> _THE RECORDS_

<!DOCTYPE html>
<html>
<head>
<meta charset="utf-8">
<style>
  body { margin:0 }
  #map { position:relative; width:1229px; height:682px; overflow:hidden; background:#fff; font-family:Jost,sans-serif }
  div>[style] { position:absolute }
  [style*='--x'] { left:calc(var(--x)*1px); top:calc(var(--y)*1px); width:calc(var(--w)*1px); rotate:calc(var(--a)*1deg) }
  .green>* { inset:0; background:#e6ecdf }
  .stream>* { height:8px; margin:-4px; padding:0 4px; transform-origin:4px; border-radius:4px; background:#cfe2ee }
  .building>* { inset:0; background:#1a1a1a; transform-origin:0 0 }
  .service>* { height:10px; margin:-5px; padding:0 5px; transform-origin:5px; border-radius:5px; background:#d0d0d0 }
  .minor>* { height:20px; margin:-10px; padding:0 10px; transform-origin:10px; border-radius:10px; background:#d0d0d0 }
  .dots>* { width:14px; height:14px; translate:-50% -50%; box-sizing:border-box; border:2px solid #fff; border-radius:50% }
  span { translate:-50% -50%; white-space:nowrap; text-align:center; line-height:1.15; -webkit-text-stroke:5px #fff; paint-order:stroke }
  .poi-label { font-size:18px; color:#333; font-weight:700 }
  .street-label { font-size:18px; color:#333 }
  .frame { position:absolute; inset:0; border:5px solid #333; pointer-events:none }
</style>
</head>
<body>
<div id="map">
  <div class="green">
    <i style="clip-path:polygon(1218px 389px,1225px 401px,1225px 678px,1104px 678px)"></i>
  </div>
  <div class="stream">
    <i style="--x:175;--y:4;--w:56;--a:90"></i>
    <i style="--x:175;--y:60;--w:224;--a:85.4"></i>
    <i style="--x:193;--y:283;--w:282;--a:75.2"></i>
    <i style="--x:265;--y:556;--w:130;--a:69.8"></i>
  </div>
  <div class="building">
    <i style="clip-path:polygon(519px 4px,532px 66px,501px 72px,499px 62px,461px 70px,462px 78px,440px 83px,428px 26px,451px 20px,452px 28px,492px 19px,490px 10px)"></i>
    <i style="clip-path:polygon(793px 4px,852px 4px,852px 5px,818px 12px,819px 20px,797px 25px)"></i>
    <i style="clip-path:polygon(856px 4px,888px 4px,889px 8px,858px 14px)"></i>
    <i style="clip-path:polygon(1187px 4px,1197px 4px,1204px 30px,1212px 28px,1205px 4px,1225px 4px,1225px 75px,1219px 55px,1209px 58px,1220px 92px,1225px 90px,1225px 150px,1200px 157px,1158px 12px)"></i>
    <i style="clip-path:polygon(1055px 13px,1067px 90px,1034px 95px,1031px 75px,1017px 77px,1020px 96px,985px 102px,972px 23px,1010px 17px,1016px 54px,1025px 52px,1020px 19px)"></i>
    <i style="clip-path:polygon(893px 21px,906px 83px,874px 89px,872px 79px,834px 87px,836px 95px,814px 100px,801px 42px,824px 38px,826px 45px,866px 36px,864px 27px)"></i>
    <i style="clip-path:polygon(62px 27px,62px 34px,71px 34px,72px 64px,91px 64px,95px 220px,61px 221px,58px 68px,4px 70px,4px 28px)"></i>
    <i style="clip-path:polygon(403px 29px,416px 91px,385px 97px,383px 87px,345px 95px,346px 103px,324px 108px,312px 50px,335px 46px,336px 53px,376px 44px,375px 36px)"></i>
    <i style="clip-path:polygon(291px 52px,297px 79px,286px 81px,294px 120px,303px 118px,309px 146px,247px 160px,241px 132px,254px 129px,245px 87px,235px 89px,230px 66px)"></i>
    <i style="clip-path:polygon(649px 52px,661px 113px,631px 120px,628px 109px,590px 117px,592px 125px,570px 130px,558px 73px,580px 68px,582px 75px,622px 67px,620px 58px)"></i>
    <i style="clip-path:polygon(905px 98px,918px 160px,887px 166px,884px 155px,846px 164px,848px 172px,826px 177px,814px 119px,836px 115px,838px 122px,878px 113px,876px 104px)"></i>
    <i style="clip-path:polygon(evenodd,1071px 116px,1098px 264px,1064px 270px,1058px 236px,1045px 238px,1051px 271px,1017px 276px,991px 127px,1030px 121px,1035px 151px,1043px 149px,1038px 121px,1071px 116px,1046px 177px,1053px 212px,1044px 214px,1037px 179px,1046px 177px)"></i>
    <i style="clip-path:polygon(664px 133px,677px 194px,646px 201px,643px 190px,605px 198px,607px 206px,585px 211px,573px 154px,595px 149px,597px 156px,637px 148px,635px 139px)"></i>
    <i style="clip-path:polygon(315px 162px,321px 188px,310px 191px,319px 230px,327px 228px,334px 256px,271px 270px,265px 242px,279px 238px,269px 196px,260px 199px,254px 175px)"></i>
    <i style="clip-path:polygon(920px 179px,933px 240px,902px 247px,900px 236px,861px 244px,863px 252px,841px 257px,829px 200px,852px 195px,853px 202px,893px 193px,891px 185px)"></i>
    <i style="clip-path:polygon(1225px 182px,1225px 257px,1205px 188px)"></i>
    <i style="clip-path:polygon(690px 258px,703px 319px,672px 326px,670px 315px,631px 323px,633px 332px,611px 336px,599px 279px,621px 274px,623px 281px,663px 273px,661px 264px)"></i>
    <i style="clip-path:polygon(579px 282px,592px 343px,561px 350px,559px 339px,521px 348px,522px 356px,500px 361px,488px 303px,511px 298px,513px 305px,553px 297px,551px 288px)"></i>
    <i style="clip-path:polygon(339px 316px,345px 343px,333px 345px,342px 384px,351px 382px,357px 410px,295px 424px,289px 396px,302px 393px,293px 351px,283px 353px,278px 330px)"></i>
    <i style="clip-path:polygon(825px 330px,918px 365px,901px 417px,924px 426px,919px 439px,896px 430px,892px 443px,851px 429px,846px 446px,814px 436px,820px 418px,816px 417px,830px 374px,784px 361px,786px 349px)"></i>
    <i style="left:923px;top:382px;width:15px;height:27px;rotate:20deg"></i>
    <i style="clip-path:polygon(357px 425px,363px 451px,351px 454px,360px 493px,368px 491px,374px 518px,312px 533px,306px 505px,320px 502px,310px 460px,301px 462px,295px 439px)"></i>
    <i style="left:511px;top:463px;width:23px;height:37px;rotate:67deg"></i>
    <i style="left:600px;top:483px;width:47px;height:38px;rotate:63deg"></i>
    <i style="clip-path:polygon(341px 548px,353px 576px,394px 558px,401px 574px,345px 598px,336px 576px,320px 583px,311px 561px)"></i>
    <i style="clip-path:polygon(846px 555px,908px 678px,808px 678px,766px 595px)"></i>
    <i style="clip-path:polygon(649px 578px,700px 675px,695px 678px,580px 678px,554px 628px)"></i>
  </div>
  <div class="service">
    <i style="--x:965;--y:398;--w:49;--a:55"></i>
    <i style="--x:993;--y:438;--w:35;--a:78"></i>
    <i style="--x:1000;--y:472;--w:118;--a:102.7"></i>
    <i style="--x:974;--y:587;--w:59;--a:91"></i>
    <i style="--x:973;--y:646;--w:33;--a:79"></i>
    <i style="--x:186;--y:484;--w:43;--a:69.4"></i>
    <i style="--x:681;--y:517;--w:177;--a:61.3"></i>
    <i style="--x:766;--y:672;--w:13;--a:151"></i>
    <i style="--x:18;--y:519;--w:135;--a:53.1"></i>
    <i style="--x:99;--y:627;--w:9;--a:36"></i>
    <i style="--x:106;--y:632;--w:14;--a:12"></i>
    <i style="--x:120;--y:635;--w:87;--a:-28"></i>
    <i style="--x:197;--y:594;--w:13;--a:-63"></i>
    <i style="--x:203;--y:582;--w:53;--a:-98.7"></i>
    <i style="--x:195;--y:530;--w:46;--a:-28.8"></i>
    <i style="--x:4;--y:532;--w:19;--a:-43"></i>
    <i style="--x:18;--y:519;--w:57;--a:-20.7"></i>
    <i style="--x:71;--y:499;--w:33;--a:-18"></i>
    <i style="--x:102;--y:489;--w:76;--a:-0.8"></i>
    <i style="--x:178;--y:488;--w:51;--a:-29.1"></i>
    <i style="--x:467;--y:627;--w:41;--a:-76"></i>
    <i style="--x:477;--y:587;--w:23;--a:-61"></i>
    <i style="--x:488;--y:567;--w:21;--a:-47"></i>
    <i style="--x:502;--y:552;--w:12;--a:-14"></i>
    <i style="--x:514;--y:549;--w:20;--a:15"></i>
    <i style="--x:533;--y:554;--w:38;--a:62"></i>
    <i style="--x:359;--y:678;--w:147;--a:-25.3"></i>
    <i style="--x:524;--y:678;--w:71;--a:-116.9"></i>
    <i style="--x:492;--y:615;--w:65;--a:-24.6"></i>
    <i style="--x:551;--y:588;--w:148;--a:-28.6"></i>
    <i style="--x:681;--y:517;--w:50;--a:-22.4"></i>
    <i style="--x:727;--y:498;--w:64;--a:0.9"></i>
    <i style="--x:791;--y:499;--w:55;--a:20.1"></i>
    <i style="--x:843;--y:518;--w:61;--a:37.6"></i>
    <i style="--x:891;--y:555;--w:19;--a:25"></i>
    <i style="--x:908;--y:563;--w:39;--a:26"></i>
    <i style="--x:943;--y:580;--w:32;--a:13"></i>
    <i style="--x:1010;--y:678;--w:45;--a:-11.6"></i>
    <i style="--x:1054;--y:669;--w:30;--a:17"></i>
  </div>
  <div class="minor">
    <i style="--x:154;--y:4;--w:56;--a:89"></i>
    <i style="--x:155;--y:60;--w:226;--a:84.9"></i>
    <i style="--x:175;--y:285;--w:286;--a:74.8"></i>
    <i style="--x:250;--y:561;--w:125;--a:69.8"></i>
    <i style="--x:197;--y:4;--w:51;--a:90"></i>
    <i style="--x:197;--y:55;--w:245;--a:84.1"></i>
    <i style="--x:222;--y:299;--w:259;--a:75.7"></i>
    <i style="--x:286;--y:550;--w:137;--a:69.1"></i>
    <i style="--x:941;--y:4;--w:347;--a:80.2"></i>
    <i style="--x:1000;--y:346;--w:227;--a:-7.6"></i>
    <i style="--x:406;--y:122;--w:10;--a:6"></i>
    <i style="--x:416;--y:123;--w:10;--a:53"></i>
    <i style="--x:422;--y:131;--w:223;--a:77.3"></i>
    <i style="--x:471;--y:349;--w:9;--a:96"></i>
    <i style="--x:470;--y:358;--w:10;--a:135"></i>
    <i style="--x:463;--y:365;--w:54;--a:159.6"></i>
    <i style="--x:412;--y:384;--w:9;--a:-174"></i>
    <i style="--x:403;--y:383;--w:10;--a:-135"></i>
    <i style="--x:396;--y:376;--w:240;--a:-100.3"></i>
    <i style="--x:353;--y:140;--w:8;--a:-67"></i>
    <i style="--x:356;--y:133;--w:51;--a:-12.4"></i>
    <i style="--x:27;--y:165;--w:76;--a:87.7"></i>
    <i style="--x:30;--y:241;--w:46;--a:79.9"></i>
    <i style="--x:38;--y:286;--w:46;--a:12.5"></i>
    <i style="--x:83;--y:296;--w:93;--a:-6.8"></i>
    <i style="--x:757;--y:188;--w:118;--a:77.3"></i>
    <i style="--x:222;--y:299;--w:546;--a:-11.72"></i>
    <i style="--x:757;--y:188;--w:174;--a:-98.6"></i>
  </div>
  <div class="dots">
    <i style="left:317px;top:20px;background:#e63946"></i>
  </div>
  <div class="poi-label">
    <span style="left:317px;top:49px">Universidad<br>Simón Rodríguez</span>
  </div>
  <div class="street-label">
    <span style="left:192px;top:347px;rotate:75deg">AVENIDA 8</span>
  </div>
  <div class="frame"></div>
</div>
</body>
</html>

> _TO DO_
In the entries above, identify every line with the string "stream".

> _WRITTEN RESPONSE_
  .stream>* { height:8px; margin:-4px; padding:0 4px; transform-origin:4px; border-radius:4px; background:#cfe2ee }
  <div class="stream">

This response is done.